Birthday

by

Jerry Durgan

Bamberg, SC 29003

803-245-4445

Fiction

Topic: Change of Life

 

BIRTHDAY

 

Descending the stairs for the thousandth time in a third as many days, Jerry's knee buckled, sending him down, thankfully, only a few steps and onto the carpeted landing below.

Lying face up, both legs aimed toward the ceiling, his spectacles at right angles to his nose, he looked to his left to see if anyone was watching, only to see Goop, the 15 year old Black Labrador, looking at him, ears pricked up into a question above her sleek forehead.

"Damn!" he said to Goop. "That hurt."

The Lab, nonchalantly trotting across the room, licked a drooling spittle-smear across Jerry's spectacles, over his nose, wetting his gray beard and over his brow. "Goop! Ain't got no time an' no patience for that," he groaned. "I bust my tail and you sit there like you think it's funny!"
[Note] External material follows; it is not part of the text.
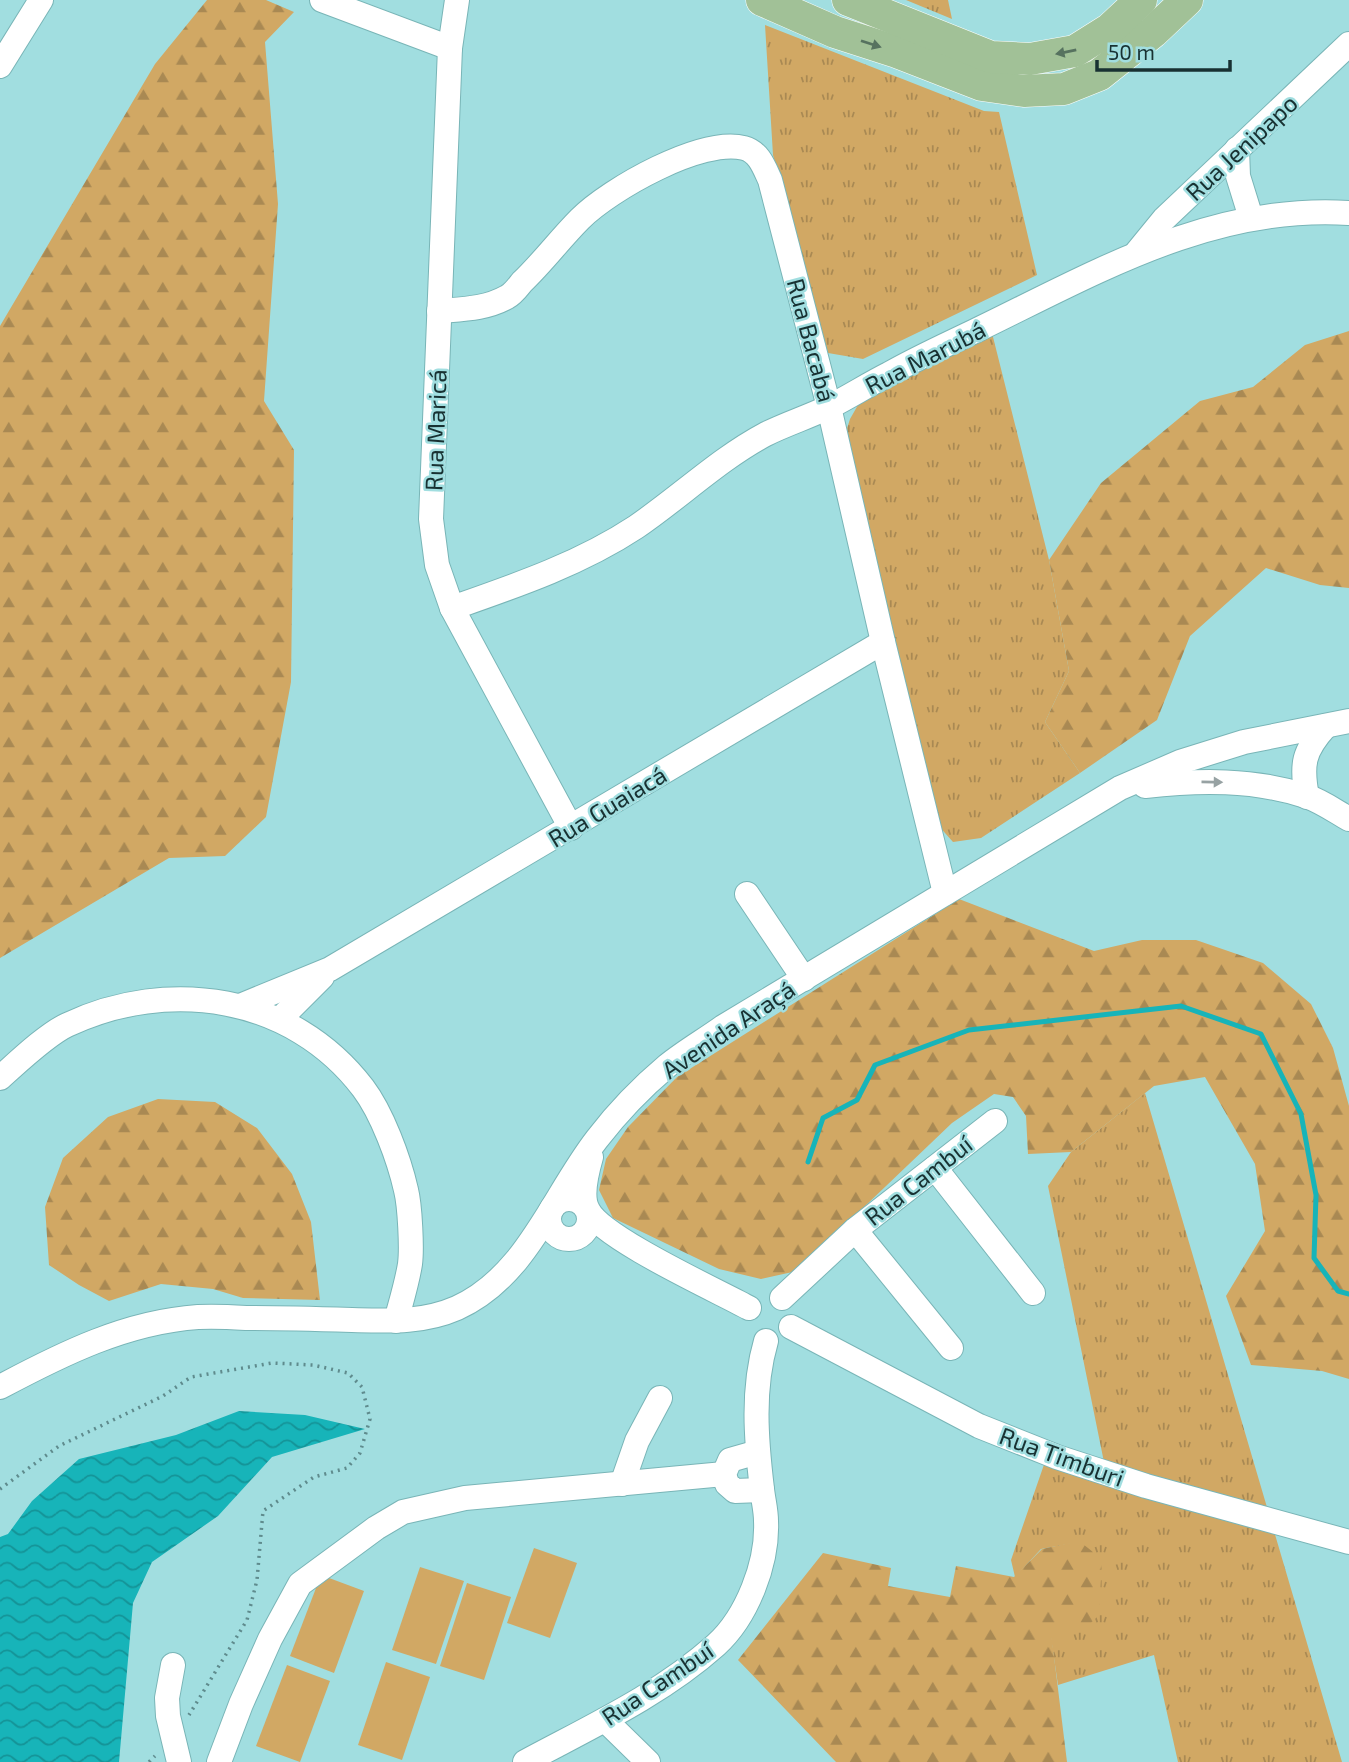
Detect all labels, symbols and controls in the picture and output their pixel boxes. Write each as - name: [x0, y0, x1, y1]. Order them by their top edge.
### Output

Pulling himself upright, holding onto the banisters, his knee still buckling from the weight of a hundred pounds more that it was intended. "Damn! A helluva seventy-seventh birthday present," he mumbled, hobbling into the bright sunroom at the back of the house.

Grimacing and nauseous from the pain, he poured his cup of steaming black coffee from the two-cup percolator hoping that the warming tartness would settle his stomach, but doubted it. Searching in his corduroy shirt pocket for his always-filled pipe and matches, feeling guilty in the process, his wife Carol scolded him whenever she suspected he was smoking, he inhaled a deep lung full of steel-blue smoke, exhaling through a heavy sigh of relief as the tobacco calmed nerve endings. "Damn, over three-quarters of a century," he thought, looking out through the large double windows toward the Cypress pond only a few feet from the house. "Can't expect nothin' to last that long, I guess," he muttered, gingerly rubbing a rapidly swelling knee. He thought about calling his doctor's office, but changed his mind. Doctors, he'd reasoned years ago, were for people who were sick. Not for stupid or clumsy people. "I'm both, this morning," he mumbled.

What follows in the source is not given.